We were still watching the glass when Aunt Verdella opened the door, letting the cold air in. She prattled about the good sale on Maxwell House coffee as she shoved her bag into the backseat and slipped in next to me,
brrrrrrr
ing. She took off her crocheted hat, shaking it, sprinkling my skin. “Oh, I’m sorry, Button.” She giggled as she dabbed at my cheek with the cuff of her wool coat. When I went back to staring at the windshield and she saw that Uncle Rudy was doing the same, she leaned forward and looked out, asking what we were looking at. I told her, and she sat back. “Hmm, I always thought opposites attract. That’s what they always say anyway.”

Ever since that day, when I met somebody new, they’d be talking, or smiling at me, or someone else, and I’d quickly determine if they were a raindrop or a snowflake. Because if they were a raindrop like me—colorless and soft, so ordinary that
no one could pick them out of a crowd—then that could mean that maybe we’d join together and slip down the halls, two drops in the same stream.

I stared at Winnalee as she rolled on her side and curled her legs up. She was a snowflake for sure. Intricate and sharp, sparklingly beautiful. So unique you’d never mistake somebody else for her. So I was confused. How was it that we—a snowflake and a raindrop—could defy nature as we were doing, melding together—twice—to slip down the same path?

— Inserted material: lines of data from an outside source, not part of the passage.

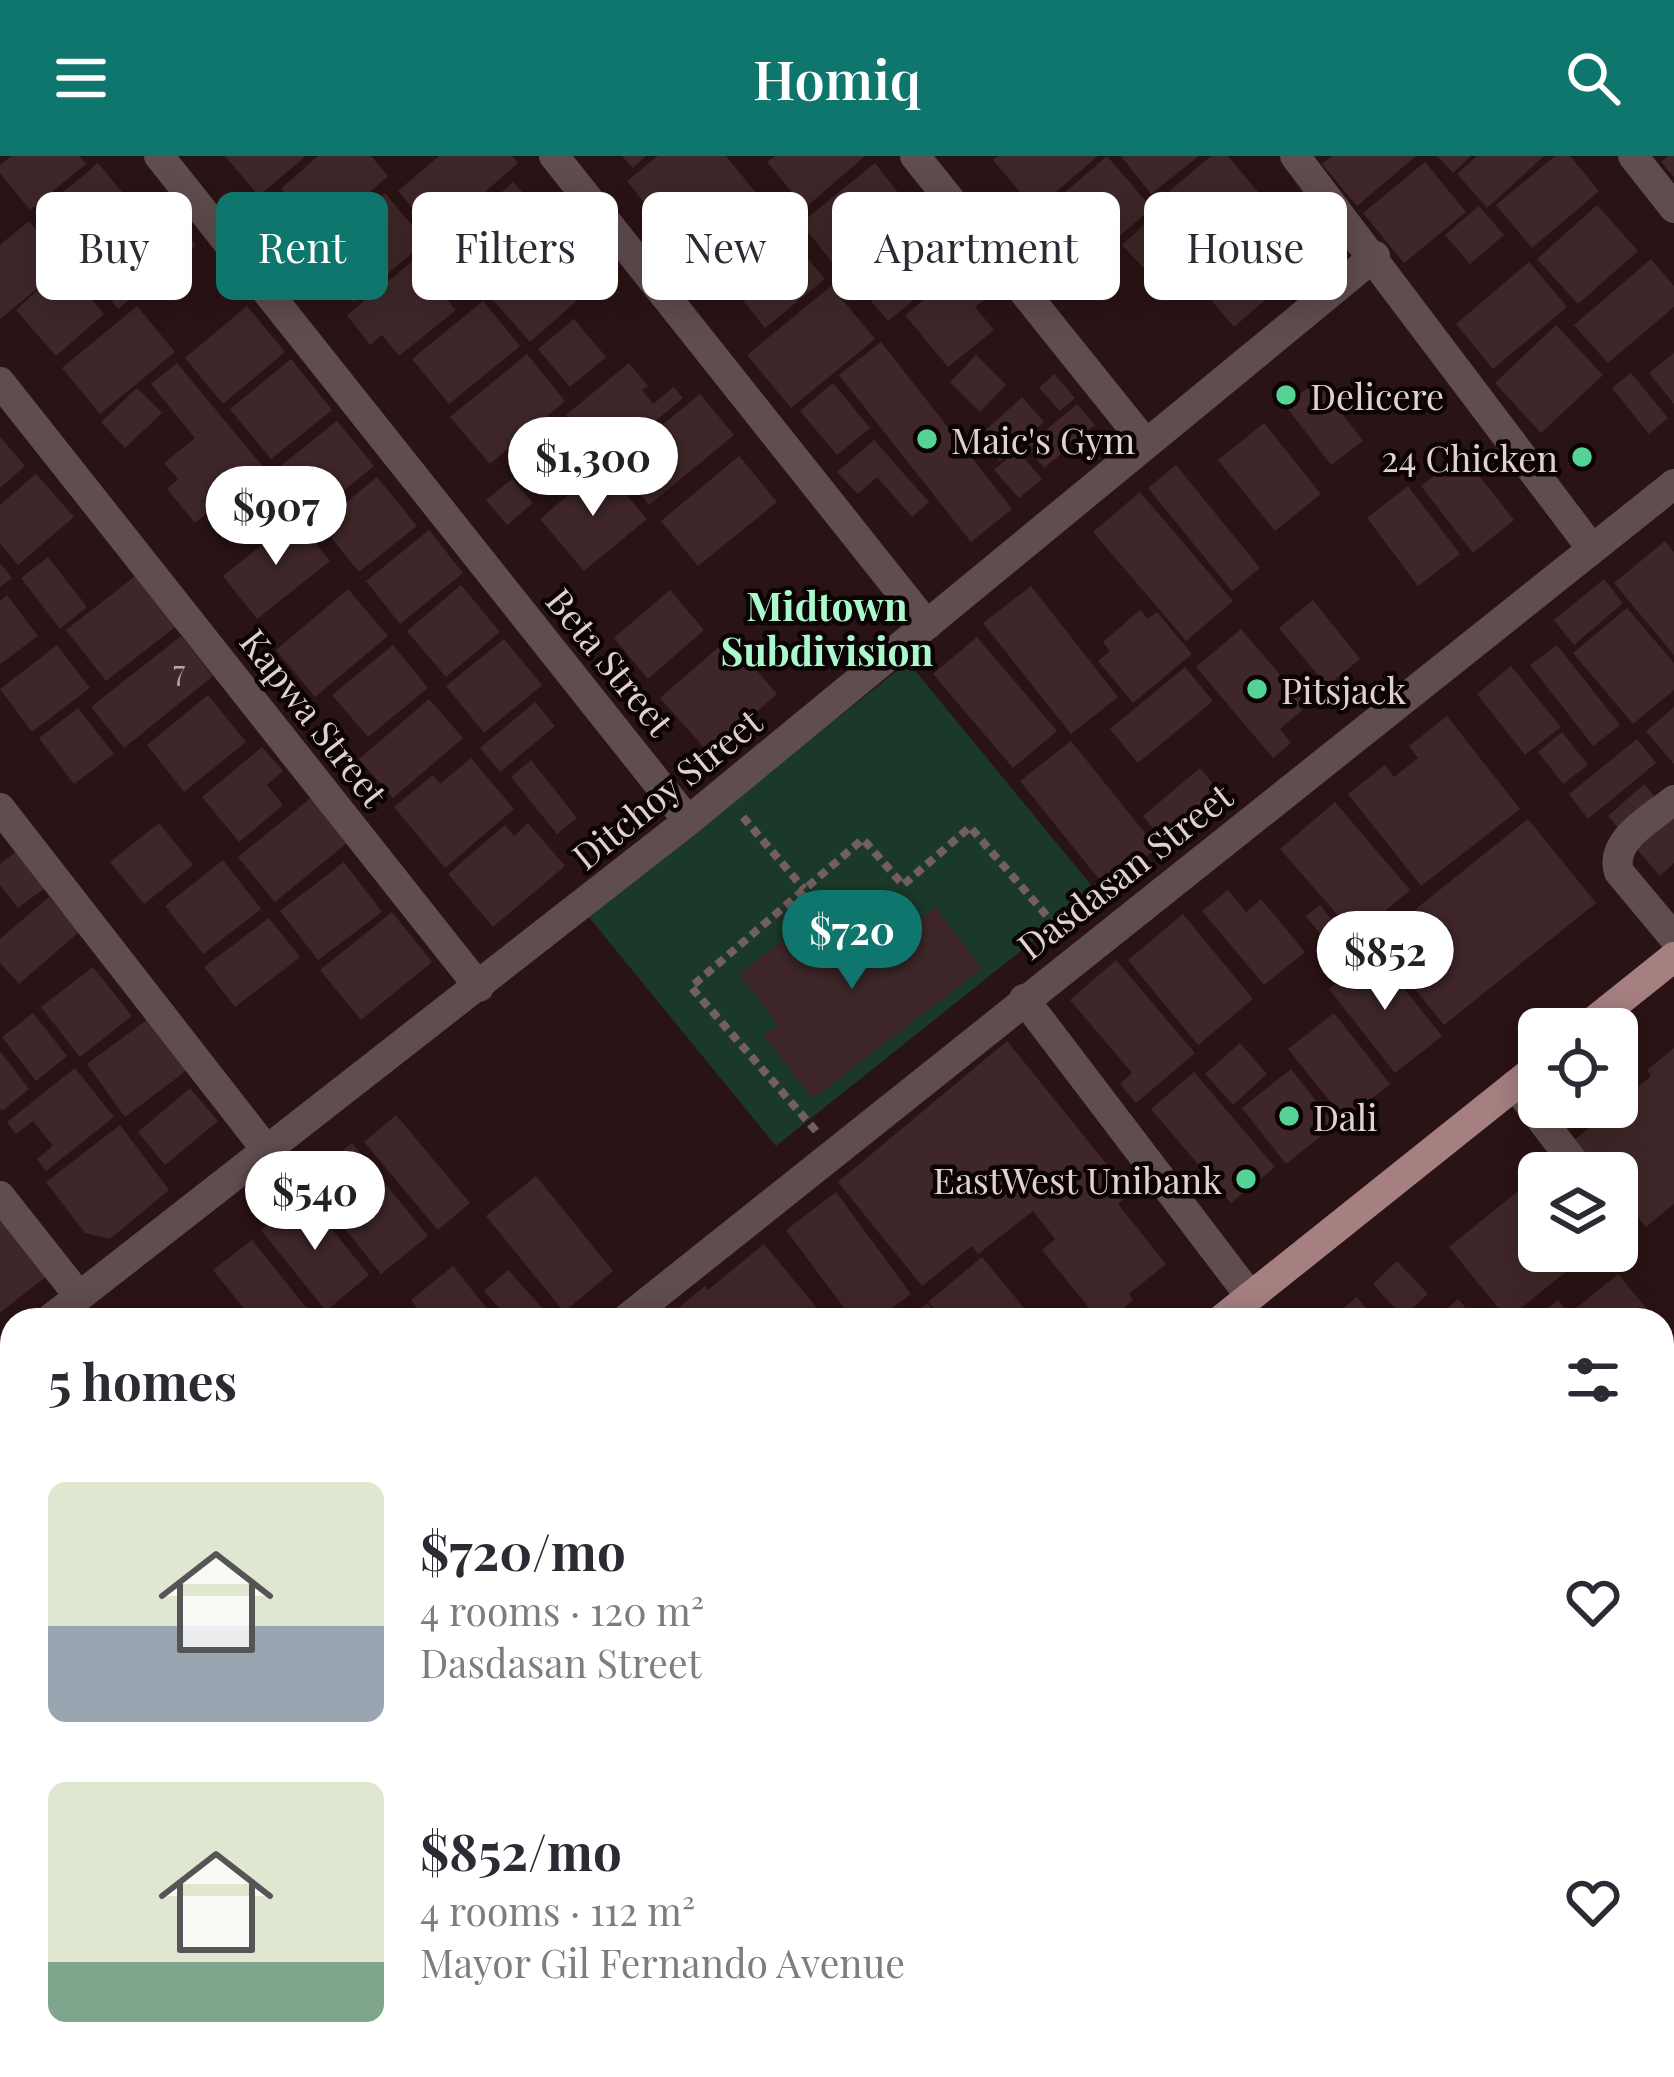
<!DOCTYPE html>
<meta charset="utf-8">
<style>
:root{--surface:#fff;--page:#f7f7f7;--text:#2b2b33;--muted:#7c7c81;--accent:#0f766e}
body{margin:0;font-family:"Playfair Display",serif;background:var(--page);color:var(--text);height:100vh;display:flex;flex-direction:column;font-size:45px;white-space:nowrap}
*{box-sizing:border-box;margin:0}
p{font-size:39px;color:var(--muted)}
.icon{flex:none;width:66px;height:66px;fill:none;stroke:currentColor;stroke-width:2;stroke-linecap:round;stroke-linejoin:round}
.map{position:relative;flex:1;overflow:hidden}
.details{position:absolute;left:0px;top:1152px;width:1674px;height:771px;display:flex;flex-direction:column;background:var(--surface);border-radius:36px 36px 0 0;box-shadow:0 6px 30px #0003}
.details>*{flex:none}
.top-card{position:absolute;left:36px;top:36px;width:1602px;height:108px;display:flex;gap:24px}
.fabs{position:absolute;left:1518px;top:852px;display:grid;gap:24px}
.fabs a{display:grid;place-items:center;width:120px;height:120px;border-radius:18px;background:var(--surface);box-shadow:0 6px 30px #0003;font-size:60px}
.price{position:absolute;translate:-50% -102px;padding:0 27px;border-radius:42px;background:#fff;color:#222;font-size:39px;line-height:78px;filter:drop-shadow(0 3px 6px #0008)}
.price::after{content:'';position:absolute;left:50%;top:72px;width:36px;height:27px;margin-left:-18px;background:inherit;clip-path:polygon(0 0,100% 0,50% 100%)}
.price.on{background:var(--accent);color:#fff}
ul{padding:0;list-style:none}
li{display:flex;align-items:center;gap:36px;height:300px;padding:0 48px}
li span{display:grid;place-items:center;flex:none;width:336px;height:240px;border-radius:18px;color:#555}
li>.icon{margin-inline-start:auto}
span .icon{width:144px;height:144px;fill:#fffc;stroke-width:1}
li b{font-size:51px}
h2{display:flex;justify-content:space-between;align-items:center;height:144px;padding:0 48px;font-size:51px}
.pill{padding:0 42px;border-radius:18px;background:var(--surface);box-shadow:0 6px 30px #0003;font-size:42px;line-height:108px}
.pill.on{background:var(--accent);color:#fff}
header{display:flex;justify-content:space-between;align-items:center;height:156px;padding:0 48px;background:var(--accent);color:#fff;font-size:54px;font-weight:600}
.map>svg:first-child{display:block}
.green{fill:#1b3929}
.building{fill:#3f2729}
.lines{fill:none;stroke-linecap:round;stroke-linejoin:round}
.path{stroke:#735f60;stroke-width:8;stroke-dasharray:9 6;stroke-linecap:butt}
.minor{stroke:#604d4e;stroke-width:30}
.major{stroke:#a67f81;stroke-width:30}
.rail{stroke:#998687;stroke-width:9;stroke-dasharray:15 15;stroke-linecap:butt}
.poi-dot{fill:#54d395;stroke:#0c0404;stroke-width:4.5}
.labels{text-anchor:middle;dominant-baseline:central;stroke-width:9;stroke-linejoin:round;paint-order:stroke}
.number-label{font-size:30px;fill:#b9a6a8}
.poi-label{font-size:36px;fill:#e2d1d2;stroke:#0c0404;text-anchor:start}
.street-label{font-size:36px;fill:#e2d1d2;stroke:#0c0404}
.neighbourhood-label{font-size:39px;font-weight:bold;fill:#a9f9cc;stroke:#0c0404}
</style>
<header><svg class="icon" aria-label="menu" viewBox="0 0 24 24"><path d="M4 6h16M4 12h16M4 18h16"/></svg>Homiq<svg class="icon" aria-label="search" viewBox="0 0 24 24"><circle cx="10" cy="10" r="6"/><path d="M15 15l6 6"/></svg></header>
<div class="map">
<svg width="1674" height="1921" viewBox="0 0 1674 1921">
<rect width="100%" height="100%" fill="#2a1315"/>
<!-- green -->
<path class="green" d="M908 506 1096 735 776 990 588 760Z"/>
<!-- building -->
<path class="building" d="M11 0H79L86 8 30 54 0 17V9Z
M225 0H306L259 40Z
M318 0H371L388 20 321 79 281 33Z
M439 0H512L518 7 436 79 398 35Z
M622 0H646L633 12Z
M658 0H726L783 70 709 129 627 25Z
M775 0H865L805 52 767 6Z
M998 0H1098L1035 54 993 4Z
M1107 0 1152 52 1086 109 1066 86 1055 95 1036 74 1047 64 1041 57Z
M1121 0H1199L1151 38Z
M1211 0H1228L1263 42 1194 99 1153 49Z
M1332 0H1416L1357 50 1322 8Z
M1437 0H1471L1453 17Z
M1477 0H1544L1487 52 1457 18Z
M1555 0H1570L1599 35 1532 92 1496 49Z
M1668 0H1674V21L1661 6Z
M1425 6 1466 56 1404 107 1363 57Z
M98 7 137 54 113 74 106 66 85 84 91 92 76 106 36 59Z
M875 7 914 57 839 115 801 67Z
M513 26 552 69 483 132 443 88Z
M385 37 426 86 353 146 313 97Z
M158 43 196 89 118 153 81 108Z
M1597 49 1638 95 1578 148 1537 103Z
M1261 50 1309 106 1234 171 1186 114Z
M1479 50 1504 79 1470 108 1445 79Z
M917 63 955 110 888 165 849 119Z
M1150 63 1183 98 1155 124 1122 89Z
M29 65 104 158 56 200 16 154 55 118 0 163V89Z
M564 72 606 119 530 186 488 138Z
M788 79 825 123 765 172 729 127Z
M1651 103 1674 130V151L1608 207 1574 169Z
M414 104 456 154 399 200 382 179 370 189 347 159Z
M971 106 995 135 975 151 994 174 948 211 905 159Z
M1529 106 1567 151 1493 213 1456 168Z
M831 130 875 183 791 252 747 199Z
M483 145 520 190 449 248 412 203Z
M137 150 175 196 100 258 62 212Z
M247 150 285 196 223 248 185 202Z
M574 163 606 201 570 231 538 193Z
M1556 169 1603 219 1541 277 1495 227Z
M881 186 1012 353 971 386 839 219Z
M1674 197V248L1649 217Z
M527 198 565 245 490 308 450 261Z
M976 199 1006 229 980 256 950 226Z
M291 203 332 254 271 303 230 253Z
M177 207 263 311 195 367 167 333 178 323 164 307 195 282 151 228Z
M629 207 648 230 642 234 653 248 674 231 683 242 606 306 566 259Z
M1631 217 1668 262 1649 278 1612 232Z
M1054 218 1075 242 1060 255 1039 232Z
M1317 225 1363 285 1331 309 1285 249Z
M833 227 870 272 837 299 800 255Z
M137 232 162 257 125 292 101 266Z
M700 238 734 279 649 349 615 308Z
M1022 241 1044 266 1000 305 978 281Z
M1077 248 1095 269 1044 312 1026 291Z
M337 265 374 310 315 358 278 312Z
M1264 267 1321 338 1275 375 1218 304Z
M0 281 25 310 0 332Z
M874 284 929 346 912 361 877 321 858 338 837 316Z
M1017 294 1042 323 1019 342 994 314Z
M1462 298 1514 364 1473 397 1421 330Z
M739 300 777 346 698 410 661 365Z
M1176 309 1260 412 1232 435 1148 332Z
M602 310 647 363 584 415 540 363Z
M36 318 74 361 18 409 0 387V349Z
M377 321 417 370 359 416 320 368Z
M512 323 533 347 507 369 486 344Z
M1408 330 1460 398 1418 430 1367 362Z
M1140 336 1233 445 1186 485 1093 376Z
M295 362 330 405 257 463 223 420Z
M429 374 463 417 400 468 366 425Z
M1665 385 1674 396V499L1614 427Z
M48 401 87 451 60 473 21 422Z
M0 407 12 422 0 431Z
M143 414 183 465 106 525 66 474Z
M1604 423 1623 447 1574 489 1554 464Z
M461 429 500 476 446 521 407 475Z
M1031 430 1118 541 1071 578 983 467Z
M348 433 388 480 315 541 276 494Z
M670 434 704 474 648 523 614 482Z
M7 439 38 480 0 508V445Z
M1313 444 1360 503 1327 530 1279 472Z
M1627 452 1674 507V534L1633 568 1573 497Z
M1140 454 1148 463 1157 456 1192 498 1133 547 1098 505 1110 495 1103 486Z
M1241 473 1307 550 1280 573 1291 587 1273 602 1196 511Z
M181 480 213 520 124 592 91 551Z
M977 481 1057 575 1013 612 933 518Z
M729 482 777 538 709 597 660 542Z
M504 483 542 529 484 577 446 530Z
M57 489 90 532 32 576 0 533Z
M393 489 428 532 368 581 332 539Z
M1557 489 1620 569 1593 590 1530 509Z
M1511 510 1561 571 1525 599 1477 538Z
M1185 511 1213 545 1138 607 1110 573Z
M208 539 246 586 184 636 147 589Z
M429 543 463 582 393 642 359 603Z
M535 546 555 570 500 616 480 592Z
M1674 551V608L1646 575Z
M78 552 114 598 74 628 39 582Z
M1447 560 1520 653 1421 730 1348 638 1385 609 1394 621 1418 602 1409 590Z
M1562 576 1588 609 1563 628 1538 596Z
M1637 583 1656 607 1588 663 1569 638Z
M1071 585 1157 692 1106 732 1020 625Z
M262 591 283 615 267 629 283 649 239 686 202 641Z
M471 602 514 653 445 712 394 651 433 619 440 628Z
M531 604 577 662 557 678 511 621Z
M1200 612 1223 640 1166 688 1143 660Z
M1644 628 1674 662V707L1660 720 1608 660Z
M312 641 348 686 275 746 238 701Z
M1335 646 1410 734 1356 780 1280 693Z
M1528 663 1596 747 1444 869 1376 785Z
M159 667 193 709 144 748 110 706Z
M528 667 565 710 493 771 448 718 505 669 514 680Z
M17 695 45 732 18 752 0 729V708Z
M223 704 261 753 203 798 165 750Z
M344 706 382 756 318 804 280 755Z
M1228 734 1246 756 1261 743 1305 796 1264 829 1202 755Z
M49 741 79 776 19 828 0 807V783Z
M1320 749 1358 797 1344 809 1306 760Z
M827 750 867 802 935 751 982 812 813 943 764 880 778 869 739 818Z
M392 756 432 806 361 864 320 814Z
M1183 758 1253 843 1198 889 1128 804Z
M269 762 300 801 235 851 204 811Z
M1375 796 1442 880 1395 917 1329 833Z
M1116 804 1195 897 1136 947 1120 928 1132 917 1070 844Z
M93 811 132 860 80 901 41 851Z
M33 857 67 900 36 925 2 881Z
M1334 857 1390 928 1345 964 1288 893Z
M148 863 187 914 125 961 87 908Z
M1007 885 1130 1037 1118 1048 1166 1108 1129 1138 1133 1144 1108 1164H1099L1042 1094 1055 1083 1033 1055 978 1098 972 1090 922 1130 838 1026Z
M1240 887 1267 918 1233 949 1205 918Z
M1674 892V1048L1646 1071 1617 1037V1017H1600L1573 985 1651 920 1647 914Z
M0 895 29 933 2 955 0 952Z
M75 912 114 961 46 1015 37 1003 53 990 33 965 16 978 7 966Z
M1291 913 1335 969 1286 1008 1242 952Z
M1194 916 1275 1011 1231 1047 1151 953Z
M190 932 218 965 165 1009 138 976Z
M396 959 470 1047 438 1074 364 986Z
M120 969 169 1034 110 1083 85 1077 46 1026Z
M352 987 428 1080 381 1118 306 1024Z
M1539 1018V1095H1592L1507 1163 1449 1091Z
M536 1020 613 1115 564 1156 486 1060Z
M836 1036 911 1138 876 1164H853L786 1074Z
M304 1039 369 1119 326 1155 261 1074Z
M0 1059 48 1119 0 1157Z
M252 1084 310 1156 300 1164H253L213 1114Z
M764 1088 827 1164H649L665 1151 671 1158 705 1130 708 1134Z
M982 1101 1034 1164H944L928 1146Z
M1397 1105 1428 1138 1403 1161 1373 1128Z
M453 1110 496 1164H427L411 1144Z
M508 1114 546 1156 537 1164H510L484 1135Z
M1618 1118 1656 1164H1534L1558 1144 1569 1158Z
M1357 1141 1376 1164H1329Z
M1458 1143 1476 1164H1439L1437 1161Z
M927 1147 941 1164H907Z
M1662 1171 1674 1186V1239L1662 1249Z
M1662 1331 1674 1346V1388L1662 1373Z
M1662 1401 1674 1416V1513L1669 1517 1662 1509Z
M0 1409 12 1416V1556L0 1575Z
M1666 1520 1674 1530V1561L1662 1572Z
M1674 1569V1621L1662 1607V1578Z
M1662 1618 1674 1632V1663L1662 1673Z
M0 1741 12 1755V1911H98L86 1921H0Z
M1674 1792V1919L1662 1906V1803Z
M1071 1911H1165L1152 1921H1079Z
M1536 1911H1623L1632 1921H1546Z"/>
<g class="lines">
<!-- path -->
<path class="path" d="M743 661 804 733
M816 975 691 831 863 683 903 729 970 671 1060 775
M0 1364 12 1372
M0 1662 12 1670"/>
<!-- minor -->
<path class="minor" d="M159 0 688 665
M554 0 927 469
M915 0 1146 288
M1295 0 1592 393
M1633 0 1674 52
M0 226 479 831
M1674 644C1652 662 1609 684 1619 716L1674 782
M0 652 268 996
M1024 843 1250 1140
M1515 929 1582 1017
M0 1040 79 1140
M1617 1061 1620 1064
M49 1164 688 665 1375 100
M625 1164 1674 328
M0 1204 12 1194
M1662 1277 1674 1267
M1662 1731 1674 1721
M1290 1911 1298 1921
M869 1921 882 1911
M1218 1921 1225 1911
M1433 1921 1445 1911"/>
<!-- major -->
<path class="major" d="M1584 873 1674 801
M1221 1164 1539 910
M0 1449 12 1457
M0 1590 12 1597
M505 1911 521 1921
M724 1911 740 1921
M224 1921 237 1911
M332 1921 344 1911"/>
<!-- rail -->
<path class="rail" d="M0 1478 12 1486
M0 1522 12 1529
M599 1911 614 1921
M661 1911 676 1921"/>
</g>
<!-- markers -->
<g class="poi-dot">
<circle cx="1286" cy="239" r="12"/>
<circle cx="927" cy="283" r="12"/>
<circle cx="1582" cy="301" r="12"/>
<circle cx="1257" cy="533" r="12"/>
<circle cx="1289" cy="960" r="12"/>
<circle cx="1246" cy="1023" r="12"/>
</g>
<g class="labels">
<!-- number labels -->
<g class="number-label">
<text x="179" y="514">7</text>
</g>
<!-- poi labels -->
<g class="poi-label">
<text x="1310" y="239">Delicere</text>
<text x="951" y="283">Maic's Gym</text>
<text x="1558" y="301" text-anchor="end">24 Chicken</text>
<text x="1281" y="533">Pitsjack</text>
<text x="1313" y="960">Dali</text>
<text x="1222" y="1023" text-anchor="end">EastWest Unibank</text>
</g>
<!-- street labels -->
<g class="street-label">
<text transform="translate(611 505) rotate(51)">Beta Street</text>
<text transform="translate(315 561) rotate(52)">Kapwa Street</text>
<text transform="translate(666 632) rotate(-39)">Ditchoy Street</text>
<text transform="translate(1124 714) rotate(-38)">Dasdasan Street</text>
</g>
<!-- neighbourhood labels -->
<g class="neighbourhood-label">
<text x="827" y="449">Midtown<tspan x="827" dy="45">Subdivision</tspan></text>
</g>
</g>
</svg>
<div class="fabs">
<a><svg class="icon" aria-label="locate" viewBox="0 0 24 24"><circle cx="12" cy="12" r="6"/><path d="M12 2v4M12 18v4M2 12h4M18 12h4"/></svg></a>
<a><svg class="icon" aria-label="layers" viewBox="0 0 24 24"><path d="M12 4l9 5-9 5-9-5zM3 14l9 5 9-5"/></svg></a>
</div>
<b class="price" style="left:593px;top:363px">$1,300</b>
<b class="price" style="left:276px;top:412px">$907</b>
<b class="price on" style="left:852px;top:836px">$720</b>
<b class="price" style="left:1385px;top:857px">$852</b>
<b class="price" style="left:315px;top:1097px">$540</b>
<div class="top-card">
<a class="pill">Buy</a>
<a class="pill on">Rent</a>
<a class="pill">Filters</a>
<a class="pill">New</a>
<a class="pill">Apartment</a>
<a class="pill">House</a>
</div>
<section class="details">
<h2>5 homes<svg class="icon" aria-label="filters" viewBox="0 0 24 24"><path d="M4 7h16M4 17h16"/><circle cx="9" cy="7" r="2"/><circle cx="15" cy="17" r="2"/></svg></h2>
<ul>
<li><span style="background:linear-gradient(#dfe7d0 60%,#9aa5b1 0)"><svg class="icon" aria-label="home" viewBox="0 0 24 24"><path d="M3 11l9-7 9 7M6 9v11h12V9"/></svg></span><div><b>$720/mo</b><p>4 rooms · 120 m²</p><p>Dasdasan Street</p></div><svg class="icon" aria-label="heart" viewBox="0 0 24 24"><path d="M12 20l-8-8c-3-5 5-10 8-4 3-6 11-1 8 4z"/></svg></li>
<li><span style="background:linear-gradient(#dfe7d0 75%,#7fa58c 0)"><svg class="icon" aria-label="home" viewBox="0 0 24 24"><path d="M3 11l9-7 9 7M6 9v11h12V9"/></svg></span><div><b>$852/mo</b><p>4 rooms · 112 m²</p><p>Mayor Gil Fernando Avenue</p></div><svg class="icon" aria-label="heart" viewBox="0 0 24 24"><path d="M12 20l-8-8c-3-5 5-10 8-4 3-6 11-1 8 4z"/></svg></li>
</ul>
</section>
</div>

“It feels the same, you and me,” I whispered, and Winnalee stirred, and murmured, “Yeah … but I’m not the same, Button. Maybe I seem like it, because being back here is making me feel little again, but I’m not the same anymore. Not at all.”

I tugged my pillow down, folding it over to tuck under my head, and stared at the dark smudges of vines on the wallpaper. Winnalee was half sleeping. High. And wrong.

I was dangling on the verge of sleep when Winnalee flipped onto her back. “Shit,” she mumbled.

“What is it?” I asked.

“I forgot to bring my plants in. They need water.”

The plants that were in her van. Herbs perhaps. Or maybe some variety of flowers that, when they bloomed, would look so magical that you could believe fairies danced on them while you slept. “I’ll get them,” I told her, and she murmured a thank-you.

I grabbed my new stationery to bring downstairs, knowing I was still too excited to sleep, then went out and grabbed the two heavy plants from the van. I lugged them into the spare room downstairs, the one with the bed that sunk in the middle, and put them under the window, alongside Aunt Verdella’s tomato starter plants. I watered them, then fingered the wilty long leaves in apology. I’d always pitied neglected
plants. They were like children nobody bothered to pour milk for.